Speaking after a new report questioned the economic case for HS2, Mr Balls said: “I think the idea that we wait to do the east west upgrade until after we have done the second phase of north south is topsy turvy. It is a plan with no economic or business logic at all. The label HS3 is absurd, but typical of George Osborne wanting to pretend he has a plan.
“I would want to be discussing how we could improve east west links with David Higgins from day one. That is something we can get on with quickly while we ask big questions about the second phase of HS2.”
Mr Balls added: “I don’t understand this HS3 proposal. Why would you decide to spend 20 years improving north south before finally in the third phase coming to east west?
“I think George Osborne has this all wrong. It should not be HS3, that has to come before the second phase of HS2. East west is the priority. It should not be Manchester, Leeds only, we should link Liverpool, Newcastle and others.”
Asked if he thought the east west links would be a high speed rail project, Mr Balls aid: “We need to look hard at this with Network Rail, It takes so long currently to go from Leeds to Manchester, we can make that faster, there are big questions about what high speed means, but again the idea that you wait 20 years to solve this is just wrong.
“We want good links to London, but there is a big economic case to solve east to west.”
The shadow chancellor added: “The legislation going through the Commons is for the first phase. We accept there are real congestion challenges, but there is no blank cheque. It is very important that the industry knows that the cost has to be under control. We will continue to scrutinise the value for money of this all the way through for the first phase.

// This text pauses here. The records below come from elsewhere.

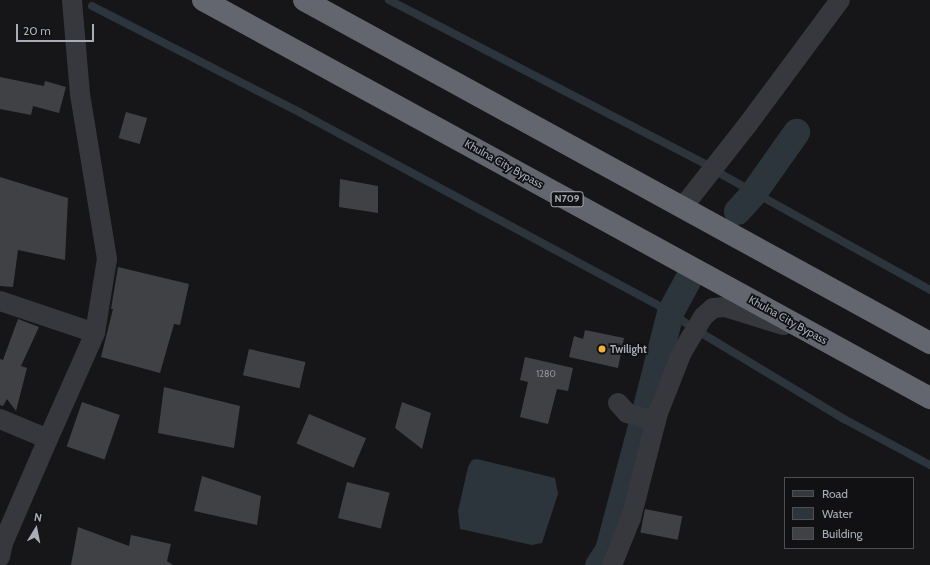 <!DOCTYPE html>
<html>
<head>
<meta charset="utf-8">
<style>
  body { margin:0 }
  #map { position:relative; width:930px; height:565px; overflow:hidden; background:#161618; font-family:Cabin,sans-serif }
  div>[style] { position:absolute }
  .water>* { inset:0; background:#2c353c }
  .stream>* { height:8px; margin:-4px; padding:0 4px; transform-origin:4px; border-radius:4px; background:#2c353c }
  .canal>* { height:27px; margin:-13.5px; padding:0 13.5px; transform-origin:13.5px; border-radius:13.5px; background:#2c353c }
  .building>* { inset:0; background:#404145; transform-origin:0 0 }
  .street>* { height:20px; margin:-10px; padding:0 10px; transform-origin:10px; border-radius:10px; background:#37383d }
  .highway>* { height:22px; margin:-11px; padding:0 11px; transform-origin:11px; border-radius:11px; background:#63666e }
  .dots>* { width:11px; height:11px; translate:-50% -50%; box-sizing:border-box; border:2px solid #111113; border-radius:50% }
  span { translate:-50% -50%; white-space:nowrap; text-align:center; line-height:1.15; -webkit-text-stroke:3.5px #111113; paint-order:stroke }
  .number-label { font-size:9px; color:#8e929b }
  .number-label span { -webkit-text-stroke-width:0 }
  .shield-label span { padding:1px 3px; background:#111113; border:1px solid; border-radius:3px; -webkit-text-stroke-width:0 }
  .shield-label { font-size:10px; color:#a8adb8; font-weight:700 }
  .street-label { font-size:11px; color:#a8adb8 }
  .poi-label { font-size:11px; color:#a8adb8; font-weight:700 }
  .left { translate:0 -50%; text-align:left }
  .legend { position:absolute; left:784px; top:477px; width:130px; height:72px; box-sizing:border-box; background:#111113; border:1px solid #4d4f55; margin:0; padding:5px 7px; list-style:none; font-size:12px; color:#a8adb8 }
  .legend li { display:flex; align-items:center; gap:8px; height:20px }
  .legend b { width:20px; border:1px solid #4d4f55 }
  .north { position:absolute; left:16px; top:509px; width:40px; height:40px; -webkit-text-stroke:3px #111113; paint-order:stroke; rotate:10deg; font-size:11px; font-weight:700; line-height:16px; text-align:center; color:#a8adb8 }
  .north::after { content:''; display:block; margin:auto; width:14px; height:18px; background:#a8adb8; clip-path:polygon(50% 0,100% 100%,50% 72%,0 100%) }
  .scale { position:absolute; left:16px; top:24px; width:78px; height:18px; box-sizing:border-box; border:2px solid #a8adb8; border-top:0; padding-left:5px; font-size:12px; line-height:14px; white-space:nowrap; color:#a8adb8; -webkit-text-stroke:3px #111113; paint-order:stroke }
</style>
</head>
<body>
<div id="map">
  <div class="water">
    <div style="clip-path:polygon(477px 459px,555px 478px,558px 494px,542px 543px,532px 545px,460px 529px,458px 511px,468px 467px,472px 460px)"></div>
  </div>
  <div class="stream">
    <div style="left:389px;top:0;width:358px;rotate:27.4deg"></div>
    <div style="left:92px;top:6px;width:233px;rotate:27.1deg"></div>
    <div style="left:299px;top:112px;width:421px;rotate:28.3deg"></div>
    <div style="left:670px;top:312px;width:19px;rotate:35deg"></div>
    <div style="left:721px;top:174px;width:239px;rotate:29deg"></div>
    <div style="left:703px;top:334px;width:165px;rotate:31.1deg"></div>
    <div style="left:844px;top:419px;width:98px;rotate:28.1deg"></div>
  </div>
  <div class="canal">
    <div style="left:737px;top:211px;width:24px;rotate:-48deg"></div>
    <div style="left:753px;top:193px;width:75px;rotate:-54.8deg"></div>
    <div style="left:644px;top:415px;width:106px;rotate:-75.8deg"></div>
    <div style="left:670px;top:312px;width:42px;rotate:-61.6deg"></div>
    <div style="left:598px;top:565px;width:18px;rotate:-56deg"></div>
    <div style="left:608px;top:550px;width:132px;rotate:-75.1deg"></div>
  </div>
  <div class="building">
    <div style="clip-path:polygon(0 77px,44px 86px,45px 81px,66px 87px,59px 113px,33px 106px,31px 115px,0 109px)"></div>
    <div style="left:126px;top:112px;width:22px;height:27px;rotate:16deg"></div>
    <div style="clip-path:polygon(0 177px,68px 198px,65px 260px,18px 250px,13px 287px,0 286px)"></div>
    <div style="clip-path:polygon(340px 179px,378px 186px,378px 213px,339px 207px)"></div>
    <div style="clip-path:polygon(118px 267px,189px 284px,180px 325px,174px 324px,160px 373px,101px 357px,113px 309px,111px 309px)"></div>
    <div style="clip-path:polygon(18px 319px,39px 327px,21px 366px,27px 368px,16px 411px,7px 399px,3px 406px,0 405px,0 359px,3px 360px)"></div>
    <div style="clip-path:polygon(585px 330px,624px 338px,618px 368px,569px 357px,574px 336px,583px 339px)"></div>
    <div style="left:249px;top:349px;width:58px;height:27px;rotate:13deg"></div>
    <div style="clip-path:polygon(525px 357px,573px 368px,568px 391px,557px 389px,548px 424px,520px 417px,528px 382px,520px 380px)"></div>
    <div style="clip-path:polygon(164px 387px,240px 406px,234px 448px,158px 433px)"></div>
    <div style="left:82px;top:402px;width:40px;height:47px;rotate:19deg"></div>
    <div style="clip-path:polygon(402px 402px,431px 413px,422px 449px,395px 428px)"></div>
    <div style="left:309px;top:414px;width:62px;height:32px;rotate:23deg"></div>
    <div style="clip-path:polygon(202px 476px,261px 496px,257px 525px,194px 511px)"></div>
    <div style="left:347px;top:482px;width:44px;height:37px;rotate:14deg"></div>
    <div style="left:645px;top:509px;width:38px;height:24px;rotate:11deg"></div>
    <div style="clip-path:polygon(78px 527px,129px 546px,131px 535px,171px 544px,167px 561px,173px 565px,71px 565px)"></div>
  </div>
  <div class="street">
    <div style="left:682px;top:208px;width:107px;rotate:-51.8deg"></div>
    <div style="left:748px;top:124px;width:154px;rotate:-53.4deg"></div>
    <div style="left:0;top:301px;width:100px;rotate:18.6deg"></div>
    <div style="left:618px;top:403px;width:13px;rotate:48deg"></div>
    <div style="left:627px;top:413px;width:30px;rotate:17deg"></div>
    <div style="left:0;top:419px;width:52px;rotate:22.6deg"></div>
    <div style="left:48px;top:439px;width:116px;rotate:-66.1deg"></div>
    <div style="left:95px;top:333px;width:75px;rotate:-80.8deg"></div>
    <div style="left:107px;top:259px;width:167px;rotate:-99.3deg"></div>
    <div style="left:80px;top:94px;width:94px;rotate:-94.9deg"></div>
    <div style="left:0;top:557px;width:14px;rotate:-78deg"></div>
    <div style="left:3px;top:543px;width:113px;rotate:-66.6deg"></div>
    <div style="left:612px;top:565px;width:51px;rotate:-68deg"></div>
    <div style="left:631px;top:518px;width:108px;rotate:-75.6deg"></div>
    <div style="left:658px;top:413px;width:66px;rotate:-68.5deg"></div>
    <div style="left:682px;top:352px;width:41px;rotate:-59deg"></div>
    <div style="left:703px;top:317px;width:13px;rotate:-42deg"></div>
    <div style="left:713px;top:308px;width:12px;rotate:-5deg"></div>
    <div style="left:725px;top:307px;width:61px;rotate:17.2deg"></div>
  </div>
  <div class="highway">
    <div style="left:203px;top:0;width:829px;rotate:28.7deg"></div>
    <div style="left:304px;top:0;width:714px;rotate:28.72deg"></div>
  </div>
  <div class="dots">
    <div style="left:602px;top:349px;background:#f2b134"></div>
  </div>
  <div class="number-label">
    <span style="left:546px;top:374px">1280</span>
  </div>
  <div class="shield-label">
    <span style="left:567px;top:199px">N709</span>
  </div>
  <div class="street-label">
    <span style="left:504px;top:164px;rotate:29deg">Khulna City Bypass</span>
    <span style="left:788px;top:320px;rotate:29deg">Khulna City Bypass</span>
  </div>
  <div class="poi-label">
    <span class="left" style="left:610px;top:349px">Twilight</span>
  </div>
  <ul class="legend">
  <li><b style="height:5px;background:#37383d"></b>Road</li>
  <li><b style="height:11px;background:#2c353c"></b>Water</li>
  <li><b style="height:11px;background:#404145"></b>Building</li>
  </ul>
  <div class="north">N</div>
  <div class="scale">20 m</div>
</div>
</body>
</html>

“On the second phase there are big questions about whether or not we have the best value for money plan, not just on congestion but on connectivity. David Higgins has told me he thinks we do have to stand back and ask is this the best plan for Liverpool, Hull and Newcastle as well.”
Mr Balls was speaking after a House of Lords economic affairs report said HS2 was likely to bring a bigger benefit to London than the north, a report which saw Labour-led Leeds council forced to once again defend the project.
And Sheffield business and council-backed Local Enterprise Partnership also called for HS2.
Martin McKervey, LEP Board Member, said: “The economic case for HS2 has, in our view, been clearly made and accepted over the last five years.”